Inside the Controversial Carroll High School Cancellation of MarianFollowing the cancellation of a high school production of Adam Szymkowicz's Marian, or The True Tale of Robin Hood earlier this year, students at Indiana's Carroll High School have organized to present the production independently. Rehearsals are already underway for a one-night-only performance May 20 at the Foellinger Outdoor Theater. To raise funds for the production, the students have partnered with Fort Wayne Pride, a non-profit organization dedicated to educating the community about LGBTQ+ issues.
Last February, Playbill reported on the school's cancellation of Marian, or The True Tale of Robin Hood follow parent outrage over the work's gay and non-binary characters. The comedic play is described by licensor Concord Theatricals as a "gender-bending, patriarchy-smashing ... new take" on the tale of Robin Hood. Szymkowicz's version of the story recasts Robin Hood as Maid Marian in disguise, leading a group of mostly non-male Merry Men. The work premiered via NYC's Flux Theatre Ensemble in 2017.
Though Szymkowicz did tell Playbill that the original play "would not be appropriate" for high school students, Carroll had planned to present a "Teen Edition" Concord offers with a script adapted specially to be performed by teen actors for family audiences. In a petition created by someone only identified as "C M" but who appeared to be an adult community member, the petition claimed the play had been approved by an administrator, and described the planned production as a "huge step forward in representation for Carroll's queer community."
READ: Inside the Controversial Carroll High School Cancellation of Marian
Through further investigation, Playbill uncovered that despite the initial reports that the school's principal, Cleve Million, received numerous "calls from parents" expressing concerns which urged the decision to cancel, Northwest Allen County Schools Superintendent Wayne Barker painted a different picture in a statement: "The principal was concerned about the disruption that was being caused between students who wanted to participate in the play. Rumors persist that the play was canceled because of parental complaints or threats made against students by outside people. This is simply not true." In the same statement, Barker stressed that Million's decision was still rooted in concern for controversy, which could lead to potential safety issues within the school's community, making clear that even in the absence of actual threats, the fear of any threat emerging is a very real one in communities across the United States today.
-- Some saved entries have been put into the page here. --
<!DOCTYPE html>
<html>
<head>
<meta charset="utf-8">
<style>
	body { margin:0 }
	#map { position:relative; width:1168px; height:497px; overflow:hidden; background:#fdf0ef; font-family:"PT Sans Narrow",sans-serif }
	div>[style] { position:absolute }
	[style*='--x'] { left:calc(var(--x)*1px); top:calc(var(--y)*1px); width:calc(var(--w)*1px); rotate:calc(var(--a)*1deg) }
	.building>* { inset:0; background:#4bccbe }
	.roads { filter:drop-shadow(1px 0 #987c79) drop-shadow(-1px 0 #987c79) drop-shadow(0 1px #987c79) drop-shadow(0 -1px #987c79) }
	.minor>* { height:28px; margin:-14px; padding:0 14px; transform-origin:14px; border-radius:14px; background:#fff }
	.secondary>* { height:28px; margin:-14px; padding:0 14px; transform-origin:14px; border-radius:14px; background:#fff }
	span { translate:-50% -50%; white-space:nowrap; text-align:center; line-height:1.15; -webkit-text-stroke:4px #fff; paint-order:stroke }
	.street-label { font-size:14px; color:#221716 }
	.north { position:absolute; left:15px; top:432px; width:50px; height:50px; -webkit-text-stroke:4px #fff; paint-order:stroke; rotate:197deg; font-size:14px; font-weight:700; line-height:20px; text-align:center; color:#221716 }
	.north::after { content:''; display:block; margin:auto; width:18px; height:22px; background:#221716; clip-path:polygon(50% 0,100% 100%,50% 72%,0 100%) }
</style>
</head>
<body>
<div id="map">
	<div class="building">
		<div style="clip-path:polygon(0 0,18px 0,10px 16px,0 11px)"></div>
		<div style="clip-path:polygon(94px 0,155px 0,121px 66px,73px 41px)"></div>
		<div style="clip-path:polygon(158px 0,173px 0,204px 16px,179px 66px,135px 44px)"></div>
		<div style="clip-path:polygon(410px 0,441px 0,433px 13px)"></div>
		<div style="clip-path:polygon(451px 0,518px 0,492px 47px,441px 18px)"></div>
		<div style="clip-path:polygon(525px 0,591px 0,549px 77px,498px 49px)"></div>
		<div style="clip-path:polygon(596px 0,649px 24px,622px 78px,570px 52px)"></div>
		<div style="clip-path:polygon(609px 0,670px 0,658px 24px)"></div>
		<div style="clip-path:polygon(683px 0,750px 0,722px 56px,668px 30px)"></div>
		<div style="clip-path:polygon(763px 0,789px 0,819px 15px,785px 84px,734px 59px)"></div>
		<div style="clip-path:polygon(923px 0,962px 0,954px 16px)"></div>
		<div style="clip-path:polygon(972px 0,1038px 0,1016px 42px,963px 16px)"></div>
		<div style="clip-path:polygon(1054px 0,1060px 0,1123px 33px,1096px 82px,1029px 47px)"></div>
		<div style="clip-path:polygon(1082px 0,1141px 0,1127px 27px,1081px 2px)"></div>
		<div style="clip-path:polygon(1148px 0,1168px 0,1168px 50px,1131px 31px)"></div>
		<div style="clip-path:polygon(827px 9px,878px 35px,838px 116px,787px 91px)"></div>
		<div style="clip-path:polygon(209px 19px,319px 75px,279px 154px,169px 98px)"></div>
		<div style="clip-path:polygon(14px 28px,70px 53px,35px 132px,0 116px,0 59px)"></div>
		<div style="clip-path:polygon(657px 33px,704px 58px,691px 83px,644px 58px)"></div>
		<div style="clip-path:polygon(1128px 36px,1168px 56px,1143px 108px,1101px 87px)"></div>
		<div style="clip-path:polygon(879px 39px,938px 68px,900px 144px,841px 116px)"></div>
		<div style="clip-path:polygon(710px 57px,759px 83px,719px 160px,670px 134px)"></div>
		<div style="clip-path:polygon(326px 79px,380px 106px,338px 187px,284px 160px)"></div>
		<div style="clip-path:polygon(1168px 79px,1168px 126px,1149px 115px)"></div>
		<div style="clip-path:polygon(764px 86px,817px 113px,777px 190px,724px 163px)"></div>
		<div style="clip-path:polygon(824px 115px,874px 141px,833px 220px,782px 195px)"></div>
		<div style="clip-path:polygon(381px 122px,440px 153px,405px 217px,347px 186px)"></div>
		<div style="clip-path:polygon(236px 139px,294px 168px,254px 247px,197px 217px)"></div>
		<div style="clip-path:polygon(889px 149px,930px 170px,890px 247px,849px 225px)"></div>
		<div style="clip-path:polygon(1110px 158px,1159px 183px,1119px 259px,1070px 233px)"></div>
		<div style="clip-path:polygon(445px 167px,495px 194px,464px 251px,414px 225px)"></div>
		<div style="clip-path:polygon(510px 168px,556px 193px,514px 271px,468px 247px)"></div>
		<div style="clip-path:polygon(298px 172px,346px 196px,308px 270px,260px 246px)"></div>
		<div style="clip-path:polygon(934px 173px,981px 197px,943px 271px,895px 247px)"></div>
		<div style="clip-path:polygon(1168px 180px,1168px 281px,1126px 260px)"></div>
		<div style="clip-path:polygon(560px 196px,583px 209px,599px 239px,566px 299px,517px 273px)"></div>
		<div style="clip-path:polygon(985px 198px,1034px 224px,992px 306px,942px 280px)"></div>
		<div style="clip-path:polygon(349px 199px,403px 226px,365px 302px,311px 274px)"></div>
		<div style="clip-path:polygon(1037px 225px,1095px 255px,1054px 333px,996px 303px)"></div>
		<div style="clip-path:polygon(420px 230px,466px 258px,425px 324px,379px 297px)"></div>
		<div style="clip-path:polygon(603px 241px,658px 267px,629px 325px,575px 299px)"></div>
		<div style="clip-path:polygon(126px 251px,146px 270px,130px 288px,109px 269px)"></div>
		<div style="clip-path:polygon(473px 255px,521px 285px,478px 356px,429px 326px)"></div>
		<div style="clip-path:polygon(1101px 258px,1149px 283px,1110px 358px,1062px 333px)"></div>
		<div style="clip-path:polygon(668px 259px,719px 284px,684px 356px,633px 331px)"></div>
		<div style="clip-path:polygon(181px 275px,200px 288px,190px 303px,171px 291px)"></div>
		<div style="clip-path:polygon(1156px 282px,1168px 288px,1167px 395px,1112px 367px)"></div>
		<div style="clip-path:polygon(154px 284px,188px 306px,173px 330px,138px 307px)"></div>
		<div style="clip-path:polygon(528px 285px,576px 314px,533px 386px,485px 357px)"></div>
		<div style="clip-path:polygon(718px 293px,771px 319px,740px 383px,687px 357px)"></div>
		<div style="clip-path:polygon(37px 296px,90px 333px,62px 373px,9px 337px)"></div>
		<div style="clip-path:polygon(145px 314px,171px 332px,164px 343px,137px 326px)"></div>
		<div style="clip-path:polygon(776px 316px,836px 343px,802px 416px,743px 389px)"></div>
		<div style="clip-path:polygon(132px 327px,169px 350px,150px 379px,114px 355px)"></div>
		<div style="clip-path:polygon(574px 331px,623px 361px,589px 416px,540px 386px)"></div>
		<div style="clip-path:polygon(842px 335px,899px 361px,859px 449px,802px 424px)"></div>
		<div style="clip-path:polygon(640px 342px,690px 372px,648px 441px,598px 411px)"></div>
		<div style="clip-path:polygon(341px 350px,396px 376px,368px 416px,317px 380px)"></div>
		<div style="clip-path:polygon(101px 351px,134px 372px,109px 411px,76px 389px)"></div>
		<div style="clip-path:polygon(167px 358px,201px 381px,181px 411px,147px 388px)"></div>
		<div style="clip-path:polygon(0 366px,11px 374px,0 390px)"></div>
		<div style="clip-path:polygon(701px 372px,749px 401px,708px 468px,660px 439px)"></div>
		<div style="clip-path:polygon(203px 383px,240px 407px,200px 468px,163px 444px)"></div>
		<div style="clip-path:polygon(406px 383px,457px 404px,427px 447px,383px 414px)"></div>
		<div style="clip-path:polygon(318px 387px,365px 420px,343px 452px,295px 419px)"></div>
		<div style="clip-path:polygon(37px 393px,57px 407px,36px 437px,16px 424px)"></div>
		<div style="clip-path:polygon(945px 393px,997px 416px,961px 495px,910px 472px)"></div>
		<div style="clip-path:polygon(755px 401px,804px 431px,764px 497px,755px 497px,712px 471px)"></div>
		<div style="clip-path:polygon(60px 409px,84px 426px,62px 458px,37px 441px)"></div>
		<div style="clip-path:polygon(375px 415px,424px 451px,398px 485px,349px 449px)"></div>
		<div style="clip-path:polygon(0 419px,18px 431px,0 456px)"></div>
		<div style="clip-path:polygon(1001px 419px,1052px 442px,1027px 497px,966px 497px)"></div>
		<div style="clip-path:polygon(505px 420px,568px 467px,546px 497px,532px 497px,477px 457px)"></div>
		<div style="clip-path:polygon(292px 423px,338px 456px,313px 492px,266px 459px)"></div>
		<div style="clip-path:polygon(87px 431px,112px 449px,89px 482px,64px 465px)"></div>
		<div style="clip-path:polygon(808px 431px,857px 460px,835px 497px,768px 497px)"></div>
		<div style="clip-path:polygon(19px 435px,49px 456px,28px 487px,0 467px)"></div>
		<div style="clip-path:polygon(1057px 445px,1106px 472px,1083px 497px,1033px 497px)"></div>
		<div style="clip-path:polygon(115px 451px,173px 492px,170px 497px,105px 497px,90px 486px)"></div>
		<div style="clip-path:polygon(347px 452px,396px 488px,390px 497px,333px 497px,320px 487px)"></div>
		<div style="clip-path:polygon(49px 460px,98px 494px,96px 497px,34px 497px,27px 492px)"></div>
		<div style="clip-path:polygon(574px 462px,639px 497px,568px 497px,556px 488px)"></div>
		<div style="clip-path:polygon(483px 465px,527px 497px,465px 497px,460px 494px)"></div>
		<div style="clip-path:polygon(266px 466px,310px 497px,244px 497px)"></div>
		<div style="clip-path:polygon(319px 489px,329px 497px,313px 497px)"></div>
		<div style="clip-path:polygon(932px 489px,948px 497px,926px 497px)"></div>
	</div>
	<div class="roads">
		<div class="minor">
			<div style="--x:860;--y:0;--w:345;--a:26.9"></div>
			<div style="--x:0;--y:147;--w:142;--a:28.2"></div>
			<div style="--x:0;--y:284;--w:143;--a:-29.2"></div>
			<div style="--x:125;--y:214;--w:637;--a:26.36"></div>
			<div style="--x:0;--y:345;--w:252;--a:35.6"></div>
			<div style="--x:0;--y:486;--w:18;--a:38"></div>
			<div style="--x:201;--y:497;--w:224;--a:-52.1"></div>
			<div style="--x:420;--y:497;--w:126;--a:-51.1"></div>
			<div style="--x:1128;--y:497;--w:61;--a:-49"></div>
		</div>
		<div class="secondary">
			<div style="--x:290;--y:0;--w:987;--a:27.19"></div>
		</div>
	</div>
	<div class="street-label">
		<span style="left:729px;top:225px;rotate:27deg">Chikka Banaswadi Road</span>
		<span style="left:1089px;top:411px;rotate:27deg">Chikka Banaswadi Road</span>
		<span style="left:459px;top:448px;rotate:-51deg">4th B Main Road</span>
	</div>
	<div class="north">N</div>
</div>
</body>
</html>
Students have just three weeks to rehearse for their independent production, which is supported through their crowdfunding with Fort Wayne Pride. At the time of publication, the students have already raised $8,000 of their $50,000 production goal. Despite the short rehearsal period, the students are more determined than ever. “It’s crazy, we know, but [what's] even crazier is not standing up to the bullies, and that’s not going to happen,” says Carroll student Kaitlyn Gulley, who also serves president of the school’s Gay Straight Alliance.
Another student, Stella Brewer, says no school district can stop these stories from being told completely, and the show will go on: "Queer people have always been around, and like this play, you can try and cancel it, but they're always going to be around, and they're still going to exist no matter what happens, and this play is going to exist no matter what happens."
Art censorship is not a new phenomenon, but it is an alarmingly increasing one across the United States education system. Many students like Brewer and her classmates have faith that, like their Marion production, art will persevere. "You can cancel the play, you can cancel a book or a piece of art, but it's still going to live on, and that's really the nature of art. You can burn the painting itself, but the meaning it has lives on."